Content starts

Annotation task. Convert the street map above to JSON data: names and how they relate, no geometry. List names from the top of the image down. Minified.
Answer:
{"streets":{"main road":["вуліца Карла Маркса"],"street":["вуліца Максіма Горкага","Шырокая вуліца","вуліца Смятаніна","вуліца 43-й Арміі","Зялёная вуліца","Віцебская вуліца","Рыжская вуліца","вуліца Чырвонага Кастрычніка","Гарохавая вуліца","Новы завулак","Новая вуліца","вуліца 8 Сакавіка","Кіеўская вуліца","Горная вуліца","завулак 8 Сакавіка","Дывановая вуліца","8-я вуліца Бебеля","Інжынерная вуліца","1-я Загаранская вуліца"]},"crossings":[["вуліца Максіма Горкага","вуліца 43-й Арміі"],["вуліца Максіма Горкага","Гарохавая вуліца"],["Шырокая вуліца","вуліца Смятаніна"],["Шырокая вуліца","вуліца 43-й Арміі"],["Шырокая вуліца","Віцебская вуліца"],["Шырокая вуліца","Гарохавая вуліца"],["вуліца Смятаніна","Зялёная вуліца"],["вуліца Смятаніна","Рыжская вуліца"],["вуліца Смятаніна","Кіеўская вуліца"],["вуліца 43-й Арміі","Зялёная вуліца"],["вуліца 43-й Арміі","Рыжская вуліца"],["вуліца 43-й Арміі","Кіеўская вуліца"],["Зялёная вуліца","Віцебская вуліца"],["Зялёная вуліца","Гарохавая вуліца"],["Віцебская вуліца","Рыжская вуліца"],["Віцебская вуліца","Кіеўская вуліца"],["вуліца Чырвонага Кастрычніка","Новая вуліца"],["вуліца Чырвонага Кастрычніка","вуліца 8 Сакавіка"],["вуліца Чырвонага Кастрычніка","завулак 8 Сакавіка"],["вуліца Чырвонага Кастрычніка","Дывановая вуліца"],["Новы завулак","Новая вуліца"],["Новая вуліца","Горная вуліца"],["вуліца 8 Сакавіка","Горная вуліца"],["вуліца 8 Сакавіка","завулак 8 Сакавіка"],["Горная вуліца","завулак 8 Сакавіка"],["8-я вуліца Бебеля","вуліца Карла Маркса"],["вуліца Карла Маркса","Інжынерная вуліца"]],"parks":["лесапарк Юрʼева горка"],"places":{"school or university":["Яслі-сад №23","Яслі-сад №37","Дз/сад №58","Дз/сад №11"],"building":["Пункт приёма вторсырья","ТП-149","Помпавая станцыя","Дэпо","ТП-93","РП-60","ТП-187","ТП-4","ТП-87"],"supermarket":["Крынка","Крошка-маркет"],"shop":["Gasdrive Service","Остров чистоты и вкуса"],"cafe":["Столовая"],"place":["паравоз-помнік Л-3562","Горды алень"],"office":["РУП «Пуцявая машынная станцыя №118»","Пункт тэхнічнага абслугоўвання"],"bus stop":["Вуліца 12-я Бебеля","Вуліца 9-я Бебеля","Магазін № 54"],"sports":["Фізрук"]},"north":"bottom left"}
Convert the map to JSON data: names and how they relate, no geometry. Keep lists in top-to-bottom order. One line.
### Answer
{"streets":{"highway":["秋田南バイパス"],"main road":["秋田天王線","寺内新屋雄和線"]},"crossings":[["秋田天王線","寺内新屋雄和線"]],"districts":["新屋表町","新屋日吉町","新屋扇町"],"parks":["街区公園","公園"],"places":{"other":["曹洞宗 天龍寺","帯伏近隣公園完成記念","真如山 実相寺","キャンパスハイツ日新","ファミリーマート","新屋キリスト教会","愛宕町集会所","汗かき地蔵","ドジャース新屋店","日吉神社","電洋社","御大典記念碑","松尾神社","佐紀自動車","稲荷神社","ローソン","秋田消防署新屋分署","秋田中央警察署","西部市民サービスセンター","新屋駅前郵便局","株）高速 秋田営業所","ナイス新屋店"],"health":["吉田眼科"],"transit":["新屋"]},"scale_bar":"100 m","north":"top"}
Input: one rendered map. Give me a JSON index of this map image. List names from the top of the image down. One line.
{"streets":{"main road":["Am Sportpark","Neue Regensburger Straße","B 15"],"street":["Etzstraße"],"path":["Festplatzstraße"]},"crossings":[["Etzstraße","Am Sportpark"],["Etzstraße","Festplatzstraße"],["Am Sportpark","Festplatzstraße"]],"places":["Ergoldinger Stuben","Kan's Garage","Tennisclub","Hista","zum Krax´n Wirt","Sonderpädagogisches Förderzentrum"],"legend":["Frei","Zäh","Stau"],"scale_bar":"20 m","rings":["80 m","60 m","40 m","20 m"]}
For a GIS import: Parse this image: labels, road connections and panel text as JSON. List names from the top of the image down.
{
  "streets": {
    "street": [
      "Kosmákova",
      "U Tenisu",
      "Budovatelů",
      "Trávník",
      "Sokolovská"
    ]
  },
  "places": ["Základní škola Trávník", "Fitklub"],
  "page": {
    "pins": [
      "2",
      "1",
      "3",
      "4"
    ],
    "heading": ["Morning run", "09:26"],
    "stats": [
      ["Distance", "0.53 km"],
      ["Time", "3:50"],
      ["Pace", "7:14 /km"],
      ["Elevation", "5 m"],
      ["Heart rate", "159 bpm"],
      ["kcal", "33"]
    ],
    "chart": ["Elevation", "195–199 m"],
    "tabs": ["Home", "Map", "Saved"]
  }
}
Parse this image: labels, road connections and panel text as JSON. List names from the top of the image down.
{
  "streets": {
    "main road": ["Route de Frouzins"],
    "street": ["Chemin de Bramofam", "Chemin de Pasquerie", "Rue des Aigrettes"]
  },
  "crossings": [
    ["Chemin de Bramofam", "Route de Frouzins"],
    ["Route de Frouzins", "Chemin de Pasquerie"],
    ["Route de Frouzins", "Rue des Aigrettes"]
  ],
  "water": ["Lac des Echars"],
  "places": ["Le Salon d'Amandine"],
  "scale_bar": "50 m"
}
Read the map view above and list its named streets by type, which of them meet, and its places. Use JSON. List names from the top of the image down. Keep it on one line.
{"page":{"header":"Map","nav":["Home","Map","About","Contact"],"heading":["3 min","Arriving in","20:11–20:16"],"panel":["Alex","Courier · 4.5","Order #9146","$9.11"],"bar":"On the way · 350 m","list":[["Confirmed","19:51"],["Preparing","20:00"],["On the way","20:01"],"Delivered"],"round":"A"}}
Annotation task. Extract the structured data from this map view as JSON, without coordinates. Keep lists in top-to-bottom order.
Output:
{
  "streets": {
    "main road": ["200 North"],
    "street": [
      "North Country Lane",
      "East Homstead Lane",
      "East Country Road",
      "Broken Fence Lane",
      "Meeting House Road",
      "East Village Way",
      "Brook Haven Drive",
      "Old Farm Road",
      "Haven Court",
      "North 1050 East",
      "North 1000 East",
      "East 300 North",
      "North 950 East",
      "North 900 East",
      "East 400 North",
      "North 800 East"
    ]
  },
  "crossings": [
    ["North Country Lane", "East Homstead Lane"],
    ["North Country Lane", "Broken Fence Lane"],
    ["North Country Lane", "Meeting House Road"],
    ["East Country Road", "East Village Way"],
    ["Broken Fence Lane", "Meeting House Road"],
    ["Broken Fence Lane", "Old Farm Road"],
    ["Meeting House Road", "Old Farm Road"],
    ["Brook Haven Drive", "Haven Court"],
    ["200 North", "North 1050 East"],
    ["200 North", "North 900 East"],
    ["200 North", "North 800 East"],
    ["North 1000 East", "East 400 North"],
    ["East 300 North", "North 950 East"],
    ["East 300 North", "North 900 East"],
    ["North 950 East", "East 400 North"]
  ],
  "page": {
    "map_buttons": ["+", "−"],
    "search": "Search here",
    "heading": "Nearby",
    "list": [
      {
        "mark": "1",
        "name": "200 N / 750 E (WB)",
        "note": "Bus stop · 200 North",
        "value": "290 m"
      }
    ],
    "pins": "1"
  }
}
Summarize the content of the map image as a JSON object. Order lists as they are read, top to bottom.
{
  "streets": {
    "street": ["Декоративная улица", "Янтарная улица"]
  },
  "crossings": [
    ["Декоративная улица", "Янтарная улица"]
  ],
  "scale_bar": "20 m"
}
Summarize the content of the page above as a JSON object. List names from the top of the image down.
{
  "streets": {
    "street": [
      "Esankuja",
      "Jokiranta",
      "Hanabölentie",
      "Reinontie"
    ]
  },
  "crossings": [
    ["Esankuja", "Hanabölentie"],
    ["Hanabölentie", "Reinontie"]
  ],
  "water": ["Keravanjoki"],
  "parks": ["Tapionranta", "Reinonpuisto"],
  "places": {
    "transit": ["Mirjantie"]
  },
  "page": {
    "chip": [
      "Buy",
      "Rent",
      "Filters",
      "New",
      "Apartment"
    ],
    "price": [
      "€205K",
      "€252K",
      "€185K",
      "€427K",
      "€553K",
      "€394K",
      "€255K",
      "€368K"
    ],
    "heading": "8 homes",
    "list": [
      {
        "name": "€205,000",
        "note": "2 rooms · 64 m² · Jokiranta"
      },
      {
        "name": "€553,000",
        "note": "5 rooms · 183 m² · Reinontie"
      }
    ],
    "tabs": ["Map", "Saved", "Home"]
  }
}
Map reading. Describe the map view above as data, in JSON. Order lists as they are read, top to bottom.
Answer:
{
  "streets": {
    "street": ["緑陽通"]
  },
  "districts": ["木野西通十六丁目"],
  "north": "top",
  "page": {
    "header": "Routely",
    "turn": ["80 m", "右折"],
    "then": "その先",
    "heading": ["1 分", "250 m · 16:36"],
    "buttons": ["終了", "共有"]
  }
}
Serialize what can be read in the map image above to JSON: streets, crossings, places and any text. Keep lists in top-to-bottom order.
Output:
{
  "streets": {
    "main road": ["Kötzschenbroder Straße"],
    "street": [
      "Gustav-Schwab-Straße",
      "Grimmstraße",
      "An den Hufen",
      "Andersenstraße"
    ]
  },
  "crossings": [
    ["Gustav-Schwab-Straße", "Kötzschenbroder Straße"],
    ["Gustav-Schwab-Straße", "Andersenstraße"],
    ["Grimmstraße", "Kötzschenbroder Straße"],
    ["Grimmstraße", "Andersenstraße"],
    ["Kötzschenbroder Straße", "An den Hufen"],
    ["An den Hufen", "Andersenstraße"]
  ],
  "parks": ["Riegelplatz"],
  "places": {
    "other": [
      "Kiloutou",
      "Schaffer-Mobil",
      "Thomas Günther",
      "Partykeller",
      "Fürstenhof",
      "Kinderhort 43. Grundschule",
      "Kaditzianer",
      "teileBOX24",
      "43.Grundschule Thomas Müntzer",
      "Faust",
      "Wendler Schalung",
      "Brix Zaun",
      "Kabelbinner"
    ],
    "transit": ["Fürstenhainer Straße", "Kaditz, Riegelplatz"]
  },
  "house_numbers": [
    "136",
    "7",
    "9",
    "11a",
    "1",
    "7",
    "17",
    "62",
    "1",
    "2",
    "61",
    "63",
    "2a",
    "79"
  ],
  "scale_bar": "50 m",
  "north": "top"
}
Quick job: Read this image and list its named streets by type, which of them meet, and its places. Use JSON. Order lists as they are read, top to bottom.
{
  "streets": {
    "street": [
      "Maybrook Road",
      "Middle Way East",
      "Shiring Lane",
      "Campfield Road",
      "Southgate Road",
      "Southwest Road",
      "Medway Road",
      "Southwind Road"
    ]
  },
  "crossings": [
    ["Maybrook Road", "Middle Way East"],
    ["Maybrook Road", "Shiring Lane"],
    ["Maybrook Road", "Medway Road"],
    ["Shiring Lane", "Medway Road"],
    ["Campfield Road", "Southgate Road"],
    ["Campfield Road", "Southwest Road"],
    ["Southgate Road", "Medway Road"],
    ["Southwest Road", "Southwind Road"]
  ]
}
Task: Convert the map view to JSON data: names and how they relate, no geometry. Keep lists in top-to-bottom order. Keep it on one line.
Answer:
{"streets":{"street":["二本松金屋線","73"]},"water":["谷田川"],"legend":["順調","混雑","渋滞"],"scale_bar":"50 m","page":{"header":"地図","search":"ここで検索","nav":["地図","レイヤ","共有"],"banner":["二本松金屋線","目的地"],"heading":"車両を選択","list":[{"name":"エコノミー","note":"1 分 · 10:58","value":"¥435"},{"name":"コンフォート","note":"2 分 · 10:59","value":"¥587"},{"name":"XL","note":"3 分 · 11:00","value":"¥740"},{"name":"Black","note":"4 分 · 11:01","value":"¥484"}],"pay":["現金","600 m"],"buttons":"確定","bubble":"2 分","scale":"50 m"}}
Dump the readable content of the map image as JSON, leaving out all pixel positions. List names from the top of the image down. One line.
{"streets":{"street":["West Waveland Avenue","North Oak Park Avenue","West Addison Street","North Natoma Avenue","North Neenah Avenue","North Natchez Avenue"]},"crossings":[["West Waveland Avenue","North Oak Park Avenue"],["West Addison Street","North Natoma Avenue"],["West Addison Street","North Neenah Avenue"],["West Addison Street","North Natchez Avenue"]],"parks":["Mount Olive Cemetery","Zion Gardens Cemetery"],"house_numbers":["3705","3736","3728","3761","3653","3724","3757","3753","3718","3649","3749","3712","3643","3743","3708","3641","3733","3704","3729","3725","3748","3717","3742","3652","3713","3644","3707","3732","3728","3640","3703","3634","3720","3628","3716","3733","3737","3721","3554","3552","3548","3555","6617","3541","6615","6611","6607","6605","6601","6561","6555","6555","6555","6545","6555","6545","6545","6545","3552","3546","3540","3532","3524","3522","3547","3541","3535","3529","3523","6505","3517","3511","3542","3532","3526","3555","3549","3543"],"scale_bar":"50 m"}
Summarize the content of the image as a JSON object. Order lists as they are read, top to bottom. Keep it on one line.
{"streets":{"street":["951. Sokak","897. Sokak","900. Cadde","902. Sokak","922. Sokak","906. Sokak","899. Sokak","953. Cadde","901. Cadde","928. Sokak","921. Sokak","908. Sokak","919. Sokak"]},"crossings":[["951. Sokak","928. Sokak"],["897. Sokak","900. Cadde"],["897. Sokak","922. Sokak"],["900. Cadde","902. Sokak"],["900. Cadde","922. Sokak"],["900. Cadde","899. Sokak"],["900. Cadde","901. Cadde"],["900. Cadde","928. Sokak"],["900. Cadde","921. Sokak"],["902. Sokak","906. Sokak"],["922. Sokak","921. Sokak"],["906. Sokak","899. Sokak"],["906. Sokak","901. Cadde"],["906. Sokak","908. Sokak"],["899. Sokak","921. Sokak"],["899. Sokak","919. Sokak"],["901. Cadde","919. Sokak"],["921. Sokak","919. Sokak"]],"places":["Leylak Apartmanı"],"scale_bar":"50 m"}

Content ends

Which lines of the entries above contain the word "other"? Copy each of them.

TASK SOLUTION =>
{"streets":{"highway":["秋田南バイパス"],"main road":["秋田天王線","寺内新屋雄和線"]},"crossings":[["秋田天王線","寺内新屋雄和線"]],"districts":["新屋表町","新屋日吉町","新屋扇町"],"parks":["街区公園","公園"],"places":{"other":["曹洞宗 天龍寺","帯伏近隣公園完成記念","真如山 実相寺","キャンパスハイツ日新","ファミリーマート","新屋キリスト教会","愛宕町集会所","汗かき地蔵","ドジャース新屋店","日吉神社","電洋社","御大典記念碑","松尾神社","佐紀自動車","稲荷神社","ローソン","秋田消防署新屋分署","秋田中央警察署","西部市民サービスセンター","新屋駅前郵便局","株）高速 秋田営業所","ナイス新屋店"],"health":["吉田眼科"],"transit":["新屋"]},"scale_bar":"100 m","north":"top"}
    "other": [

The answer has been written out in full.